Books: The Librarianist by Patrick deWitt (2023)

“Bob Comet is a retired librarian passing his solitary days surrounded by books and small comforts in a mint-colored house in Portland, Oregon. One morning on his daily walk he encounters a confused elderly woman lost in a market and returns her to the senior center that is her home. Hoping to fill the void he's known since retiring, he begins volunteering at the center. Here, as a community of strange peers gathers around Bob, and following a happenstance brush with a painful complication from his past, the events of his life and the details of his character are revealed.”
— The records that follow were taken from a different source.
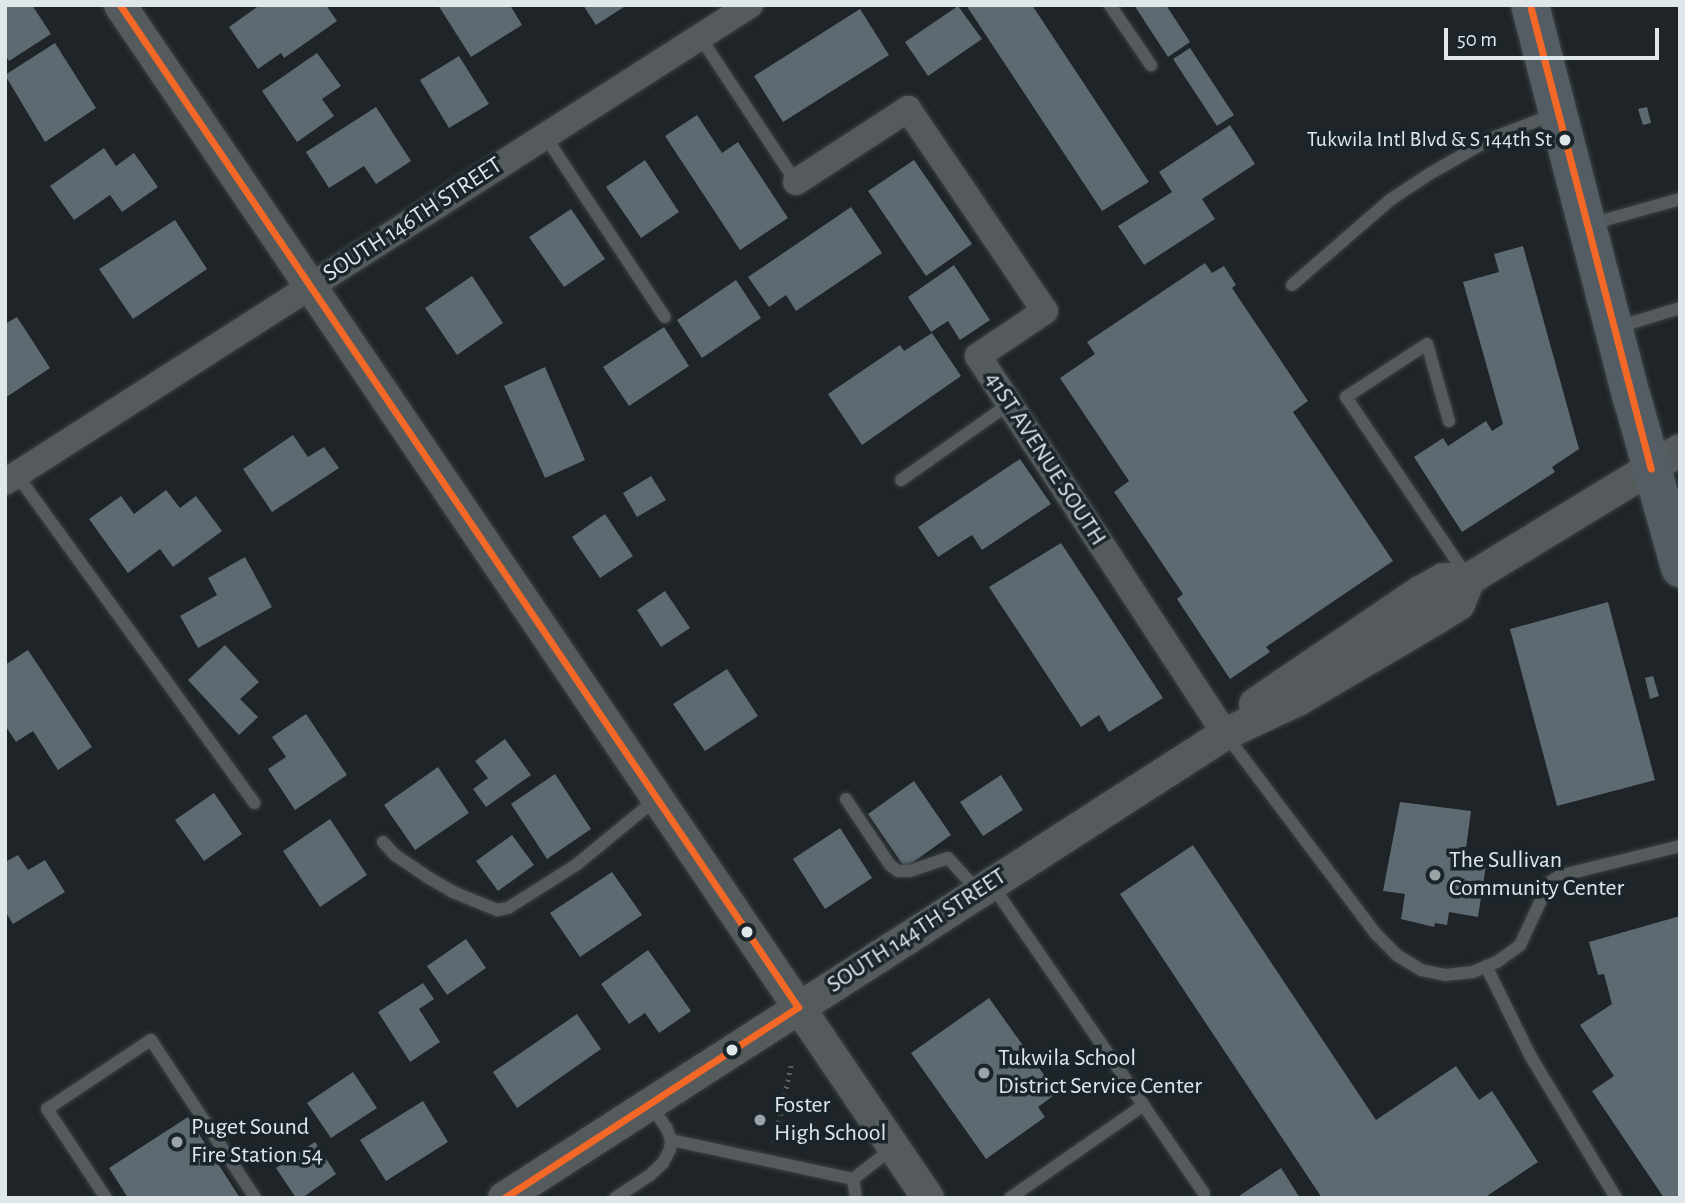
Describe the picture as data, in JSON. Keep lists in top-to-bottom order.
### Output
{
  "streets": {
    "street": ["SOUTH 146TH STREET", "41ST AVENUE SOUTH", "SOUTH 144TH STREET"]
  },
  "crossings": [
    ["41ST AVENUE SOUTH", "SOUTH 144TH STREET"]
  ],
  "places": [
    "Tukwila Intl Blvd & S 144th St",
    "The Sullivan Community Center",
    "Tukwila School District Service Center",
    "Foster High School",
    "Puget Sound Fire Station 54"
  ],
  "scale_bar": "50 m"
}
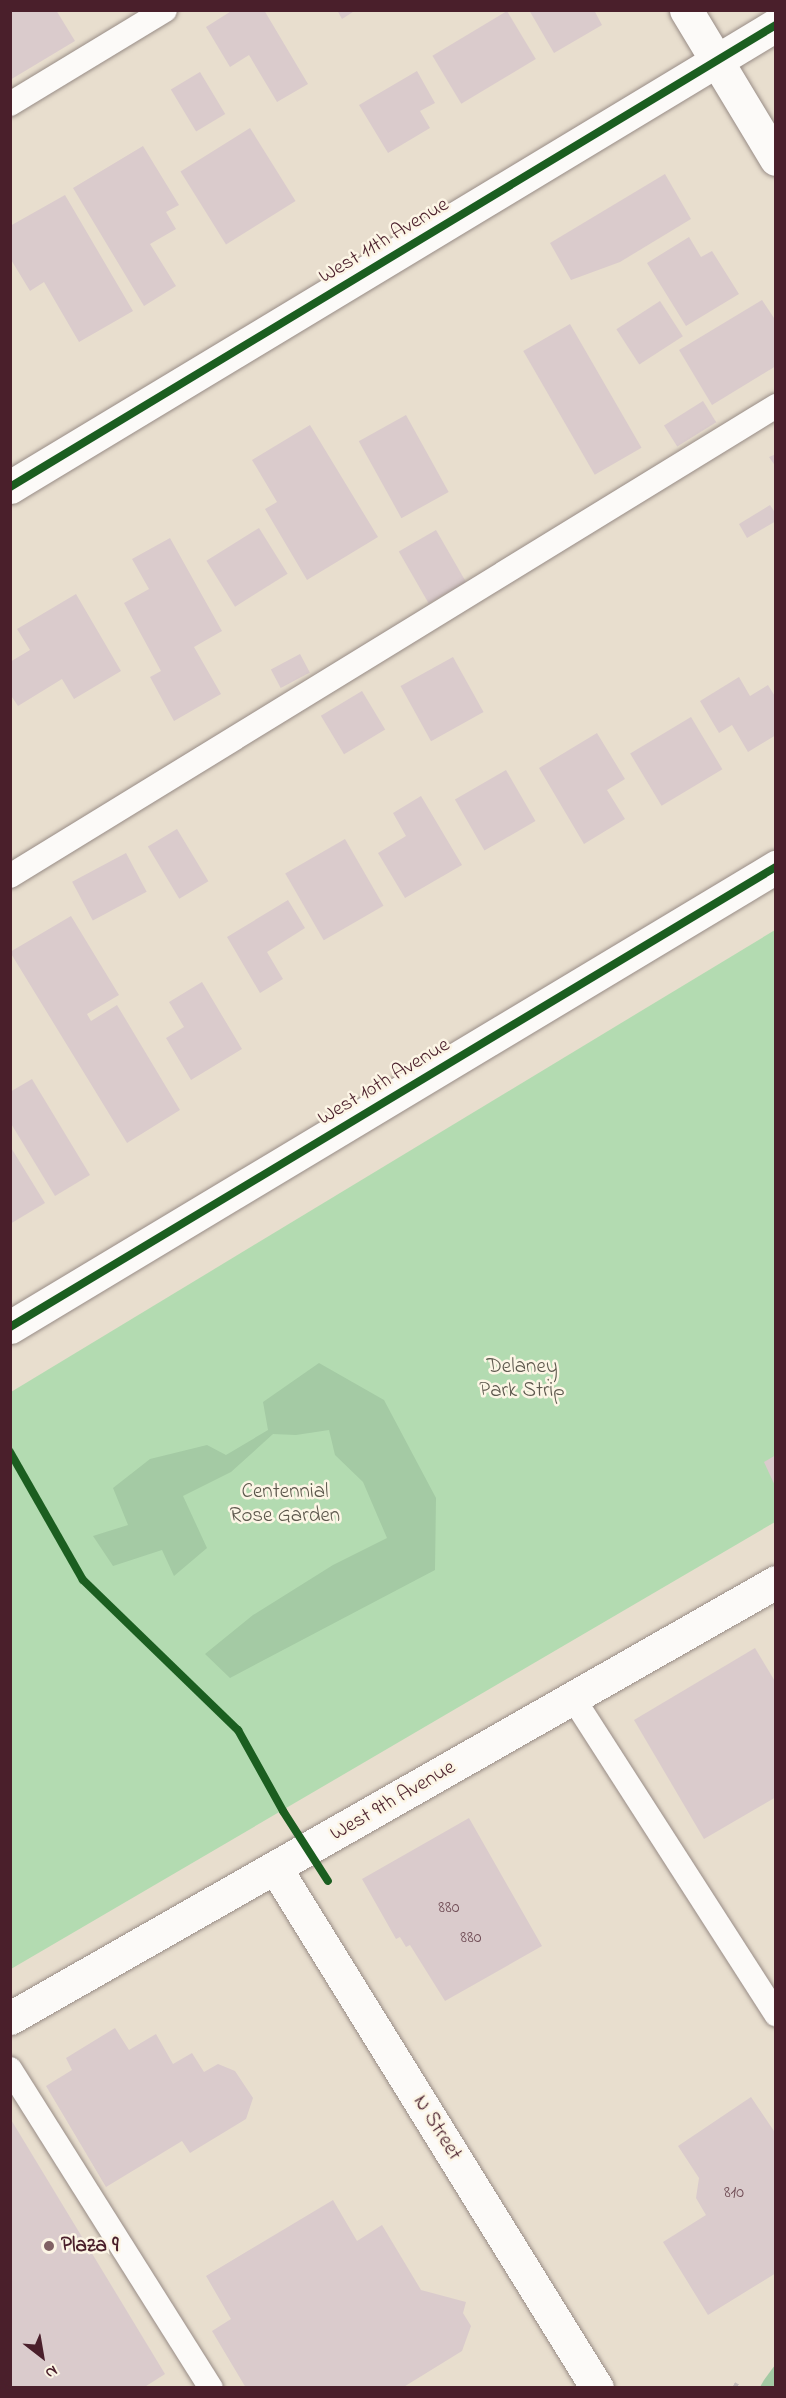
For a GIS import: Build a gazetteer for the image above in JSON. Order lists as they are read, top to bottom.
{
  "streets": {
    "street": [
      "West 11th Avenue",
      "West 10th Avenue",
      "West 9th Avenue",
      "N Street"
    ]
  },
  "crossings": [
    ["West 9th Avenue", "N Street"]
  ],
  "parks": ["Delaney Park Strip", "Centennial Rose Garden"],
  "places": ["Plaza 9"],
  "house_numbers": ["880", "880", "810"],
  "north": "bottom right"
}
Most of the novel is taken up with Comet’s past, with only a small part set in 2005/2006, where we learn of his adventures as an unhappy runaway child during the last days of the Second World War, of his true love that is stolen away, and pride and purpose he finds as a career librarianist. What sustains the novel is Bob, who is sort of a straight man surrounded by a number of outsized people like Connie and Ethan – and the ones in the retirement home, as well as June and Ida, who we see in the latter half of the book (and characters straight out of Dickens).

The Librarianist is, perhaps, deWitt’s most accessible novel, though it’s more prone to clichés of the genre than previous tales. I can identify a lot with Bob, an introvert, as well. Still, I found the book effective, with its dark humor and compassion little seen in today’s fiction;  a moving and delightful character study that is warmhearted with a likable hero.

10 July 2019

Books: French Exit by Patrick deWitt (2018)
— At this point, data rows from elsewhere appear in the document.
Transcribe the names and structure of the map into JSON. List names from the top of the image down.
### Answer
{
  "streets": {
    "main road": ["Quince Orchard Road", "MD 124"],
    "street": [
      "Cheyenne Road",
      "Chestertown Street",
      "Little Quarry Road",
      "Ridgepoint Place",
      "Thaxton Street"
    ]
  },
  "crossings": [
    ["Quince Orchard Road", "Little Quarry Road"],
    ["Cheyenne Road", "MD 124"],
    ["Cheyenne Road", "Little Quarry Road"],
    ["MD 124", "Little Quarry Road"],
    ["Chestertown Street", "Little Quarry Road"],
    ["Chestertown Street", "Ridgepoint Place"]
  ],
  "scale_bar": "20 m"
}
“Frances Price – tart widow, possessive mother, and Upper East Side force of nature – is in dire straits, beset by scandal and impending bankruptcy. Her adult son Malcolm is no help, mired in a permanent state of arrested development. And then there’s the Prices' aging cat, Small Frank, who Frances believes houses the spirit of her late husband, an infamously immoral litigator and world-class cad whose gruesome tabloid death rendered Frances and Malcolm social outcasts. Putting penury and pariahdom behind them, the family decides to cut their losses and head for the exit. One ocean voyage later, the curious trio land in their beloved Paris, the City of Light serving as a backdrop not for love or romance, but self-destruction and economic ruin – to riotous effect. A number of singular characters serve to round out the cast: a bashful private investigator, an aimless psychic proposing a seance, a doctor who makes house calls with his wine merchant in tow, and the inimitable Mme. Reynard, aggressive houseguest and dementedly friendly American expat.”

Part of the charm of reading Patrick deWitt (Undermajordomo Minor, The Sisters Brothers) is getting wrapped up in his slim plotting that is filled with such wonderful oddness.

In French Exit, we get a strange tale filled with strange people and –perhaps- a magical cat. Neither Francis or Malcolm (or most of the people they interact with) for the most part are very likable -but I believe that’s part of the charm of this satirical short novel. As the blurb on the paperback version says, you may never “invite them over to dinner, but they sure make for fun reading.” Both are utterly and hilariously dysfunctional, including Franklin (the husband and father who died 20 years ago) who we see through flashbacks and other descriptions. The book also moves rapidly from one unbelievable situation to the next.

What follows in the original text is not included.